In [1]:
import re

The re module uses a backtracking regular expression engine

Regular expressions match text patterns 

Use case examples:

- Check if an email or phone number was written correctly.
- Split text by some mark (comma, dot, newline) which may be useful to parse data.
- Get content from HTML tags.
- Improve your linux command skills.

However ...

>Some people, when confronted with a problem, think "I know, I'll use regular expressions". Now they have two problems - Jamie Zawinski, 1997

## **General** 

Our build blocks are composed of:

- Literals
- Metacharacter
 - Backslash: \\
 - Caret: \^
 - Dollar Sign: \$
 - Dot: \.
 - Pipe Symbol: \|
 - Question Mark: \?
 - Asterisk: \*
 - Plus sign: \+
 - Opening parenthesis: \(
 - Closing parenthesis: \)
 - Opening square bracket: \[
 - The opening curly brace: \{


### **Literals** 

In [2]:
"""
version 1: with compile
"""
def areYouHungry_v1(pattern, text):
    if match := pattern.search(text): print("HERE !!!\n")
    else: print("Sorry pal, you'll starve to death.\n")

helloWorldRegex = r"rodrigo"

pattern = re.compile(helloWorldRegex)

text1 = "Where can I find food here? - rodrigo"
text2 = "Where can I find food here? - Rodrigo"
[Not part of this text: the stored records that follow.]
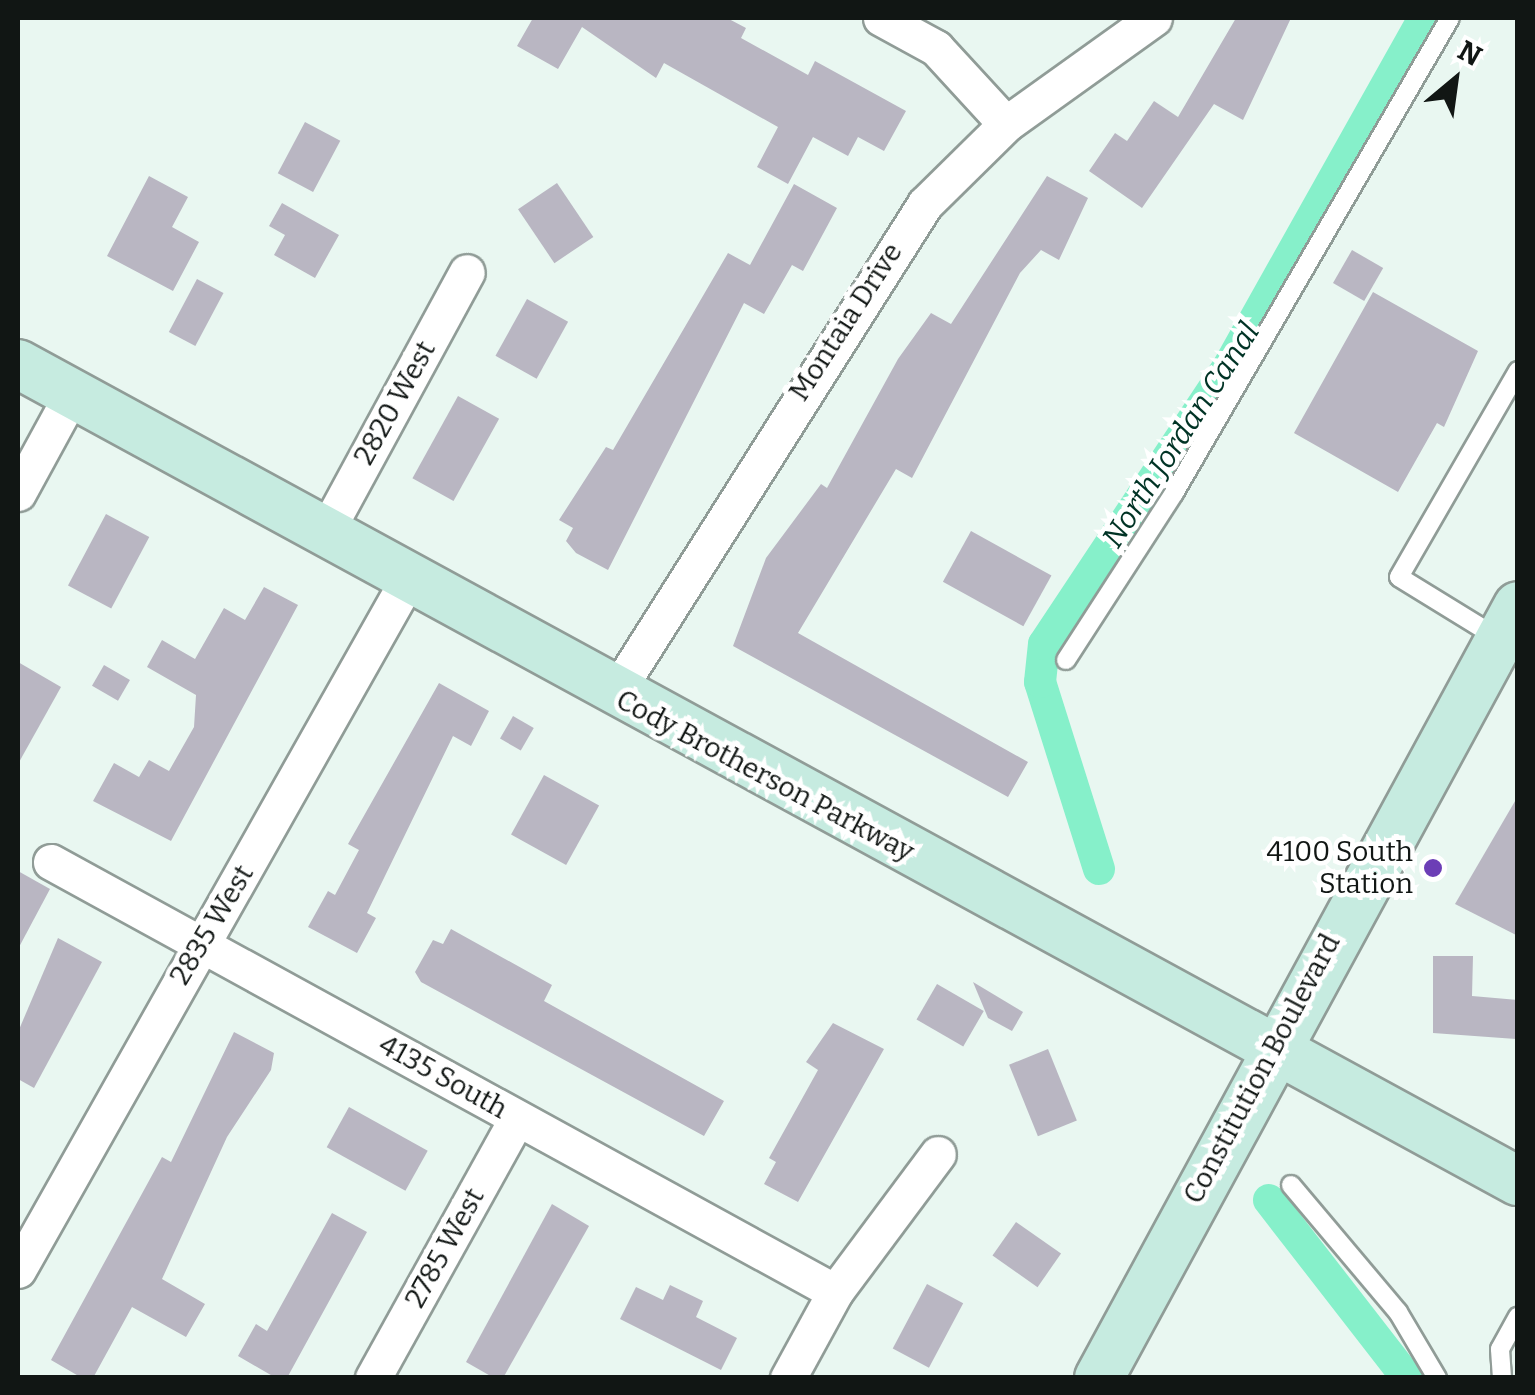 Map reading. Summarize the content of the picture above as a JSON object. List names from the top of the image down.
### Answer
{
  "streets": {
    "main road": ["Cody Brotherson Parkway", "Constitution Boulevard"],
    "street": [
      "Montaia Drive",
      "2820 West",
      "2835 West",
      "4135 South",
      "2785 West"
    ]
  },
  "crossings": [
    ["Montaia Drive", "Cody Brotherson Parkway"],
    ["2820 West", "Cody Brotherson Parkway"],
    ["Cody Brotherson Parkway", "2835 West"],
    ["Cody Brotherson Parkway", "Constitution Boulevard"],
    ["2835 West", "4135 South"],
    ["4135 South", "2785 West"]
  ],
  "water": ["North Jordan Canal"],
  "places": ["4100 South Station"],
  "north": "top right"
} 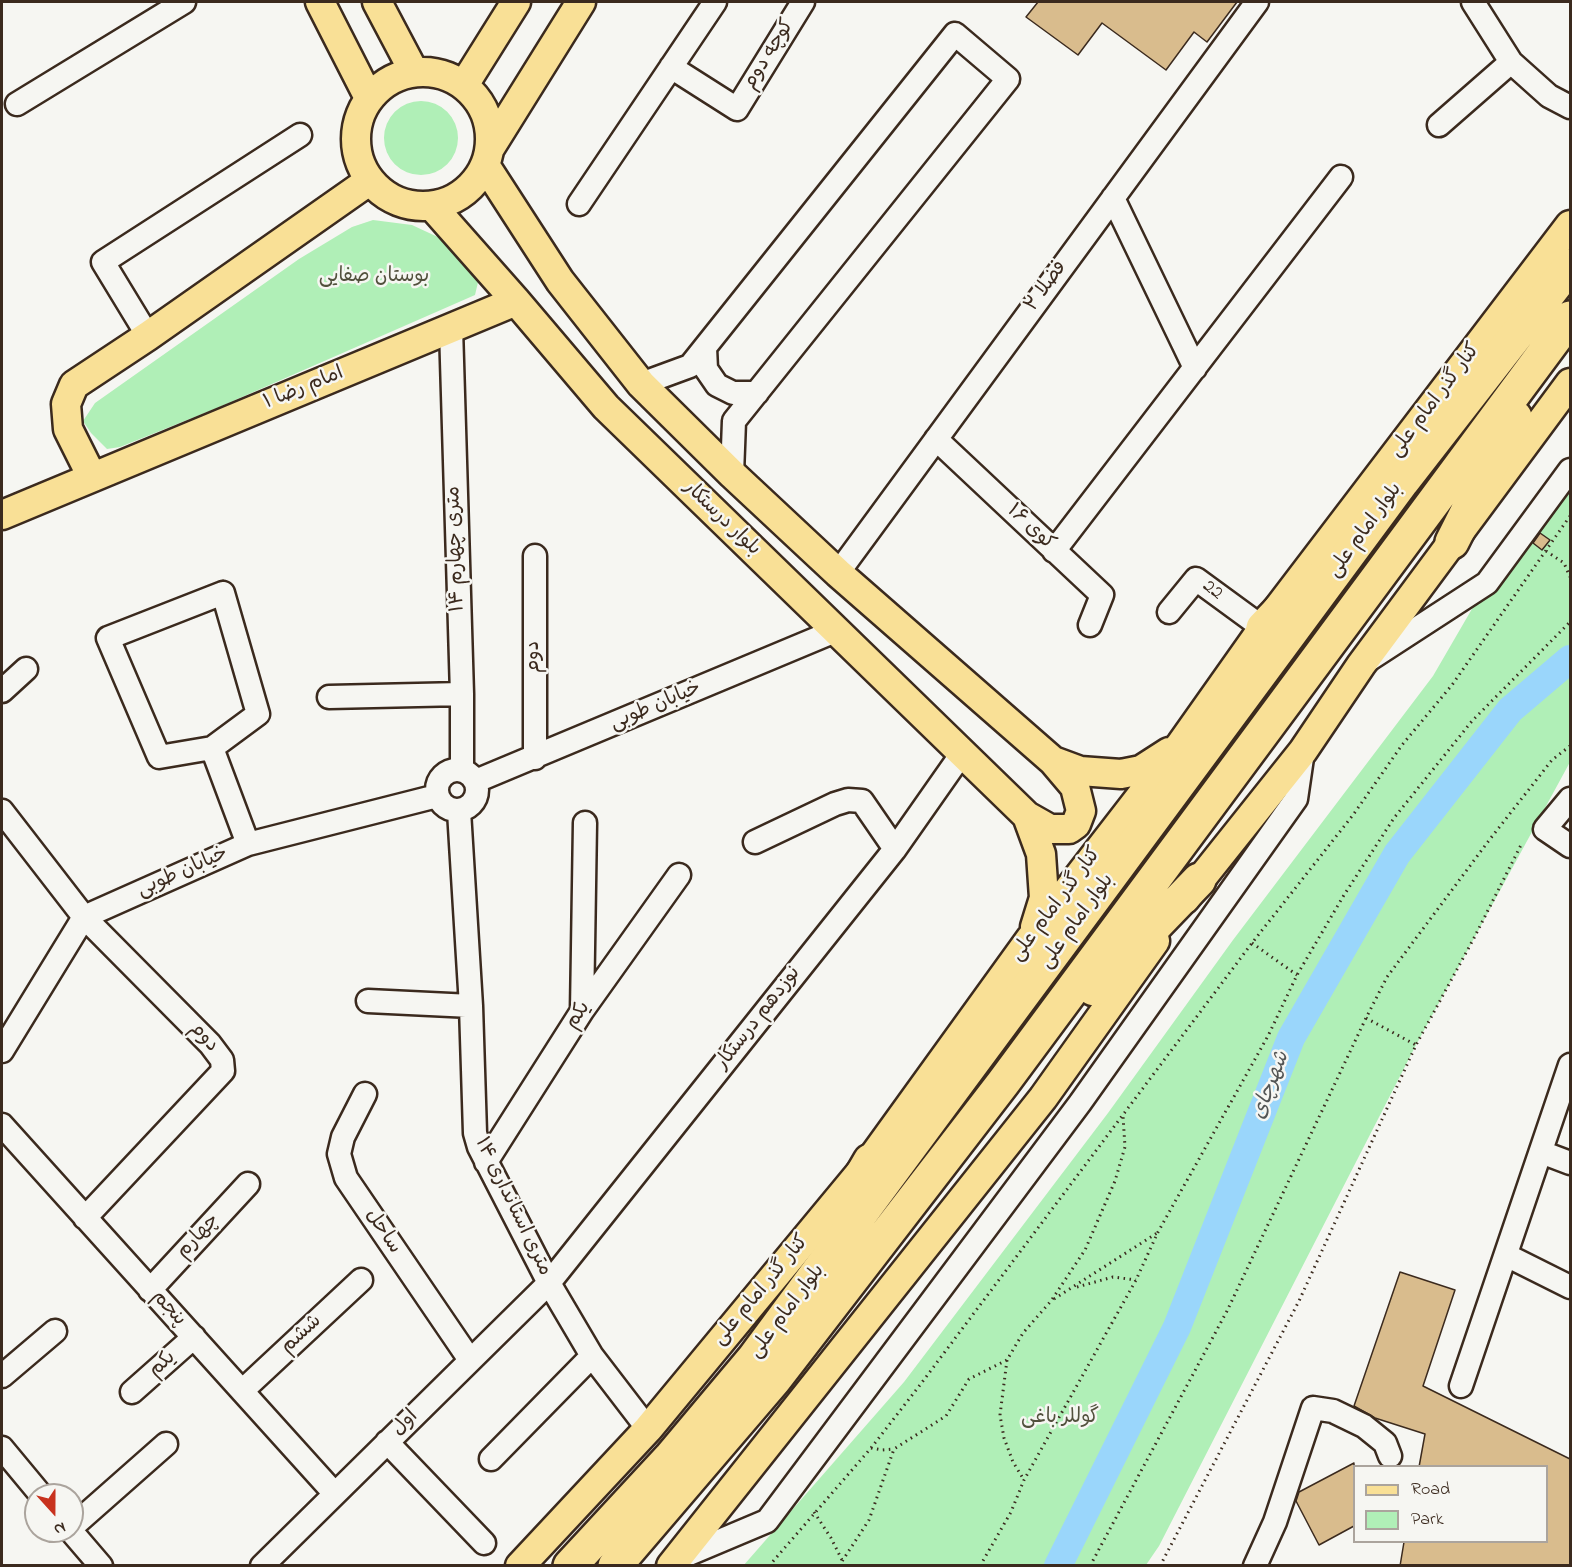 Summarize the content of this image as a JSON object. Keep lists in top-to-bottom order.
{
  "streets": {
    "highway": ["بلوار امام علی"],
    "main road": ["امام رضا ۱", "کنار گذر امام علی", "بلوار درستکار"],
    "street": [
      "کوچه دوم",
      "فضلا ۲",
      "کوی ۱۶",
      "۱۴ متری چهارم",
      "22",
      "دوم",
      "خیابان طوبی",
      "یکم",
      "نوزدهم درستکار",
      "۱۴ متری استانداری",
      "ساحل",
      "چهارم",
      "پنجم",
      "ششم",
      "اول"
    ]
  },
  "crossings": [
    ["فضلا ۲", "بلوار درستکار"],
    ["فضلا ۲", "کوی ۱۶"],
    ["امام رضا ۱", "بلوار درستکار"],
    ["امام رضا ۱", "۱۴ متری چهارم"],
    ["کنار گذر امام علی", "22"],
    ["کنار گذر امام علی", "۱۴ متری استانداری"],
    ["بلوار درستکار", "خیابان طوبی"],
    ["بلوار درستکار", "نوزدهم درستکار"],
    ["۱۴ متری چهارم", "خیابان طوبی"],
    ["۱۴ متری چهارم", "۱۴ متری استانداری"],
    ["دوم", "خیابان طوبی"],
    ["دوم", "پنجم"],
    ["خیابان طوبی", "۱۴ متری استانداری"],
    ["یکم", "۱۴ متری استانداری"],
    ["یکم", "پنجم"],
    ["نوزدهم درستکار", "۱۴ متری استانداری"],
    ["نوزدهم درستکار", "اول"],
    ["۱۴ متری استانداری", "اول"],
    ["ساحل", "اول"],
    ["چهارم", "پنجم"],
    ["پنجم", "ششم"],
    ["پنجم", "اول"]
  ],
  "water": ["شهرچای"],
  "parks": ["بوستان صفایی", "گوللر باغی"],
  "legend": ["Road", "Park"],
  "north": "bottom"
}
areYouHungry_v1(pattern,text1)
areYouHungry_v1(pattern,text2)

HERE !!!

Sorry pal, you'll starve to death.



In [3]:
"""
version 2: without compile
"""
def areYouHungry_v2(regex, text):
    if match := re.search(regex, text): print("HERE !!!\n")
    else: print("Sorry pal, you'll starve to death.\n")

helloWorldRegex = r"rodrigo"

text1 = "Where can I find food here? - rodrigo"
text2 = "Where can I find food here? - Rodrigo"

areYouHungry_v2(helloWorldRegex, text1)
areYouHungry_v2(helloWorldRegex, text2)

HERE !!!

Sorry pal, you'll starve to death.



### **Character classes**

In [4]:
"""
version 3: classes
"""
def areYouHungry_v3(pattern, text):
    if match := pattern.search(text): print("Beer is also food !!\n")
    else: print("Sorry pal, you'll starve to death.\n")

helloWorldRegex = r"[rR]odrigo"

pattern = re.compile(helloWorldRegex)

text1 = "Where can I find food here? - rodrigo"
text2 = "Where can I find food here? - Rodrigo"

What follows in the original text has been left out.